Pottorff said the entire chilled water system was designed to run using glycol if needed, in case colder discharge temperatures were required. "There was concern when we built the place that we might have to run colder discharge temperatures for dehumidification purposes, but we've never had to, and we never will. We already run very cold chilled water temperatures for dehumidification. Discharging that super-cold air off the coils sucks the moisture right out of it," Pottorff noted.

The cooling towers for the units are based on an 82.5° to 94.6° range and operate on a 2.3 gpm/ton flow rate. This comparatively low flow rate helps improve overall system efficiency by reducing pump and fan power requirements over more traditional 3.0 gpm flow rates.

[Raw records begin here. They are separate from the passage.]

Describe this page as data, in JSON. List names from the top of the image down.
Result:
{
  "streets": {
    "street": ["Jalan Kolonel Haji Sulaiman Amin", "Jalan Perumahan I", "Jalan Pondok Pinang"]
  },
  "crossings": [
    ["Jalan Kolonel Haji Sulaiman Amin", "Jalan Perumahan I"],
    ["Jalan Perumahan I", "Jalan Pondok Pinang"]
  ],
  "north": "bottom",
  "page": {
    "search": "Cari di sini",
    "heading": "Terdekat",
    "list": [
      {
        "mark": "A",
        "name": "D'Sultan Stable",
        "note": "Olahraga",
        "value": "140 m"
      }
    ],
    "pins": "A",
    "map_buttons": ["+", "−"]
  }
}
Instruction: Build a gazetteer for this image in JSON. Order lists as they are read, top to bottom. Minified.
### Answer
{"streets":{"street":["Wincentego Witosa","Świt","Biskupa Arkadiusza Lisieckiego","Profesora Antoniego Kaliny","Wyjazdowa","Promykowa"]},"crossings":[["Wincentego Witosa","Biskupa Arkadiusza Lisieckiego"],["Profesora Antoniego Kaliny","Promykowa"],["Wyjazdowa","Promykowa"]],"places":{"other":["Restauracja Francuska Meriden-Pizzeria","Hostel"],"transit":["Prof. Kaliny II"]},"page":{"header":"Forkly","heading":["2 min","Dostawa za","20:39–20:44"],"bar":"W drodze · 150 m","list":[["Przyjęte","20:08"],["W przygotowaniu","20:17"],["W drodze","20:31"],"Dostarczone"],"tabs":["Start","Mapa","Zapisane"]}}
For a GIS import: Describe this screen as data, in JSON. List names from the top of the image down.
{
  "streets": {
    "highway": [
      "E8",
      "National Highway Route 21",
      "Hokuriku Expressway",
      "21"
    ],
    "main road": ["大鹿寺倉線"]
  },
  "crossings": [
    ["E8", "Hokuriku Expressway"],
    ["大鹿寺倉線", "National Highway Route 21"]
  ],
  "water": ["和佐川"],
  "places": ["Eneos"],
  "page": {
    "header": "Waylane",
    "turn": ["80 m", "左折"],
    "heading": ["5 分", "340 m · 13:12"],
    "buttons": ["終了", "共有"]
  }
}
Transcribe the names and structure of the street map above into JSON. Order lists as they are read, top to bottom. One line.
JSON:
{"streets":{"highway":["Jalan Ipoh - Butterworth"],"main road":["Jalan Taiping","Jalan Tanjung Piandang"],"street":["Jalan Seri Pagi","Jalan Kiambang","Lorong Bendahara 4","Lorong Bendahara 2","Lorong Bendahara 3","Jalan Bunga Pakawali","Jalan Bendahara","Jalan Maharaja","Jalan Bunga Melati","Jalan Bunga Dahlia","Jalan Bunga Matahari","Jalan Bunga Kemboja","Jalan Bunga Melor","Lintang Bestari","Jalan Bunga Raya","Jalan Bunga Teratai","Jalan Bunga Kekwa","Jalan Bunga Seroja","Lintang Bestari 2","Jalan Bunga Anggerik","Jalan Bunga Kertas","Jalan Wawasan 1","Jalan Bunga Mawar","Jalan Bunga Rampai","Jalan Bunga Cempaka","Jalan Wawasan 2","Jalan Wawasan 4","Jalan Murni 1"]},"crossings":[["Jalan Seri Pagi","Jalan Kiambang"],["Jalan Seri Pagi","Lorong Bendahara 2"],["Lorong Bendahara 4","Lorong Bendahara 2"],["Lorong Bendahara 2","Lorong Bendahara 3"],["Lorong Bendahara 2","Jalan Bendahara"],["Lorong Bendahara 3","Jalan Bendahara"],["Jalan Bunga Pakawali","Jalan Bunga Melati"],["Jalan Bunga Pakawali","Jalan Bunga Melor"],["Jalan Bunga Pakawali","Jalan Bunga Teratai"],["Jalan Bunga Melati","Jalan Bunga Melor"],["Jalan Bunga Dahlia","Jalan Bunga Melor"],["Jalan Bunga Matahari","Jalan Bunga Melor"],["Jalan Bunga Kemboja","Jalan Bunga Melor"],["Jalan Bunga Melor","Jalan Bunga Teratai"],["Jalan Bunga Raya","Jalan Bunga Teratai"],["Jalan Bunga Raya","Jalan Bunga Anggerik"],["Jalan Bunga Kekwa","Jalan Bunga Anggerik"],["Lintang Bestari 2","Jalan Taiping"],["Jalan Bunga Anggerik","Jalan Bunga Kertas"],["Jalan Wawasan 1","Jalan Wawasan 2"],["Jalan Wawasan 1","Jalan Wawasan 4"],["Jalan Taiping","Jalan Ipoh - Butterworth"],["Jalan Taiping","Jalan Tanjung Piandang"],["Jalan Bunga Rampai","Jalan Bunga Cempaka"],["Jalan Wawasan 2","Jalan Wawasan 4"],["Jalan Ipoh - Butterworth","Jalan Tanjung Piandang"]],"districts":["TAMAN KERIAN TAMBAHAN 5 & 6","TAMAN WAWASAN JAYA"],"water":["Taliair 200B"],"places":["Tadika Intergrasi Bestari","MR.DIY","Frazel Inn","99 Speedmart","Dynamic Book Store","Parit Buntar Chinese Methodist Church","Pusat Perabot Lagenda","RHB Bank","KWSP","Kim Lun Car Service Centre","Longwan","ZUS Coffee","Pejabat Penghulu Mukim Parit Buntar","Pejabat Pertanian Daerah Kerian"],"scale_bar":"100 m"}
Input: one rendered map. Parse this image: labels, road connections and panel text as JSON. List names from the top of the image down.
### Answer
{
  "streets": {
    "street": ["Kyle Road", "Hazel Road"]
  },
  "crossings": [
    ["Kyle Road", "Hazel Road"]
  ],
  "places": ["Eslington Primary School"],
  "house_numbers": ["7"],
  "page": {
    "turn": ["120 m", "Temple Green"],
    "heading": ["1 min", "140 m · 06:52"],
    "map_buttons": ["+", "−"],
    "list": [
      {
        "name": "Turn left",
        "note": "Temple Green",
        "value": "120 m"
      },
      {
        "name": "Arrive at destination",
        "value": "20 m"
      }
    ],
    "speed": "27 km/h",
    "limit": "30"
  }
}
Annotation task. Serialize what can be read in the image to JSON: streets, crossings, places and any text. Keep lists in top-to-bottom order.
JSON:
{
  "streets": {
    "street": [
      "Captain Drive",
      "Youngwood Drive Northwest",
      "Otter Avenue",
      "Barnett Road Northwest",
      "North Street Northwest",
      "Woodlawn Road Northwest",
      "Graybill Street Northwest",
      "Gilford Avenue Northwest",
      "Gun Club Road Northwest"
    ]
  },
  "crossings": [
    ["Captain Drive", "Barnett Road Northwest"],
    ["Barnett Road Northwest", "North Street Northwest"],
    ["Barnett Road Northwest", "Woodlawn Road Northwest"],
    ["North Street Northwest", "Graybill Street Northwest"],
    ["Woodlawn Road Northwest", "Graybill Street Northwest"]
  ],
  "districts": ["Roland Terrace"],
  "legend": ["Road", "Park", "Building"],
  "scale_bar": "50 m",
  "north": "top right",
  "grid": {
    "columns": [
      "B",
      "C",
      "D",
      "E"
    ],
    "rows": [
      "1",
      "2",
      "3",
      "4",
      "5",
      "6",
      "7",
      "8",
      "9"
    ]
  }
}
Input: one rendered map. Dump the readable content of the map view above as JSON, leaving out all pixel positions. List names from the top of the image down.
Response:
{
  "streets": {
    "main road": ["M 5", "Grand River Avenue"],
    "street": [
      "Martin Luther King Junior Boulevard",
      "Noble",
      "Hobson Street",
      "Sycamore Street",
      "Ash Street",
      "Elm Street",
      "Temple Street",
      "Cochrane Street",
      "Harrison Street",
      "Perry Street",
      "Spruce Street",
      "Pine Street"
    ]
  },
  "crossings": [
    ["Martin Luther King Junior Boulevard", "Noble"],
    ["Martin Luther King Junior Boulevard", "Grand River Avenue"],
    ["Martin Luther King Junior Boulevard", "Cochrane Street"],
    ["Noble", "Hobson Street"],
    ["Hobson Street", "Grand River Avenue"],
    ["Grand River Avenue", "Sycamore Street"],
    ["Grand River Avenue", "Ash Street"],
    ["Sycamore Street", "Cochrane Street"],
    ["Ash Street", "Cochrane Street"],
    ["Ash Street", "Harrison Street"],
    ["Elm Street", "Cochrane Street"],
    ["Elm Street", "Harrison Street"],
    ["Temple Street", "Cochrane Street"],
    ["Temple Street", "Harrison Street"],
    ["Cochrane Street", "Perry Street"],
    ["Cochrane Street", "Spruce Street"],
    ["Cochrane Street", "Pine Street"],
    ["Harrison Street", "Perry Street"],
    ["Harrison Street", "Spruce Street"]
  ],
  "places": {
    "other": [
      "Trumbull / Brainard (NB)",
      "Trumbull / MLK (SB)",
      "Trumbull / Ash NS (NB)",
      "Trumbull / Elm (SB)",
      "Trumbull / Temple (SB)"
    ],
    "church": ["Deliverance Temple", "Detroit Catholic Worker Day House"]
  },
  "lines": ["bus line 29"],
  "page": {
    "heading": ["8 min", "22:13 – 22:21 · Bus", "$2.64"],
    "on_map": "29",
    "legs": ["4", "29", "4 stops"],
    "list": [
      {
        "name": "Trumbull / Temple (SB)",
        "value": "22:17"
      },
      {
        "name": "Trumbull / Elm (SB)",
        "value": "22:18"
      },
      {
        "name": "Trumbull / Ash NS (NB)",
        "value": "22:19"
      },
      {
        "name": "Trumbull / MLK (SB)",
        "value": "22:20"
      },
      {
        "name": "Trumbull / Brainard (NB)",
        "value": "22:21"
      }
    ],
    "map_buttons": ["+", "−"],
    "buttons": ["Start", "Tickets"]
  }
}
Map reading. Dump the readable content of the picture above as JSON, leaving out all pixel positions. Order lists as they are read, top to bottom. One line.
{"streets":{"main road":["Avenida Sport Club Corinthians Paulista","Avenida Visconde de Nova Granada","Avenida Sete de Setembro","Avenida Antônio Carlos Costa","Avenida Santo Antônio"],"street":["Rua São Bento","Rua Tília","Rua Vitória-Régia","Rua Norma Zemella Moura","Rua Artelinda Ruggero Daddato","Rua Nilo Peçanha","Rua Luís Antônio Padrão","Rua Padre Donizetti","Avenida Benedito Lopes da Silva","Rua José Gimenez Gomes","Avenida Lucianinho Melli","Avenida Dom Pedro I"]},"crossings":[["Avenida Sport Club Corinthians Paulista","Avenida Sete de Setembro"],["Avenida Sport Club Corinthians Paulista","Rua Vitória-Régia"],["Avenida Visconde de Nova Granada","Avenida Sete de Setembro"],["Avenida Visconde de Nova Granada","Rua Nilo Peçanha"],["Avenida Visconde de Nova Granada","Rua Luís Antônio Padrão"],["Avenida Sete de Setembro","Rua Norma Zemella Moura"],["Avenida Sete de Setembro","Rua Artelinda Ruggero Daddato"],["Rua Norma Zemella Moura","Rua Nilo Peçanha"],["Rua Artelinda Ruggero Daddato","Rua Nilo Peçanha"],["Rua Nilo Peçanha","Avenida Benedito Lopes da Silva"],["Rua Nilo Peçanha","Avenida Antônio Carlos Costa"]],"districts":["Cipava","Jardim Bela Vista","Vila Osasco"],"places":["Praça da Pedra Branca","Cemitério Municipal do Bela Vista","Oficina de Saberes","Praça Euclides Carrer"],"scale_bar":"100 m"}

Trane centrifugal chillers supply 42° water to the custom air handlers for most arena events, and they deliver water at 36° for hockey games, thereby ensuring complete dehumidification. The centrifugal chillers deliver chilled water to the air handlers in the range of 40° to 42° during non-ice rink events and at 36° for hockey games and ice rink shows. This lower chilled water temperature during rink events helps ensure maximum dehumidification to help maintain the surface quality of the rink ice. With this low temperature water, supply air is delivered to the space at 40° during ice events and at 45° for other events.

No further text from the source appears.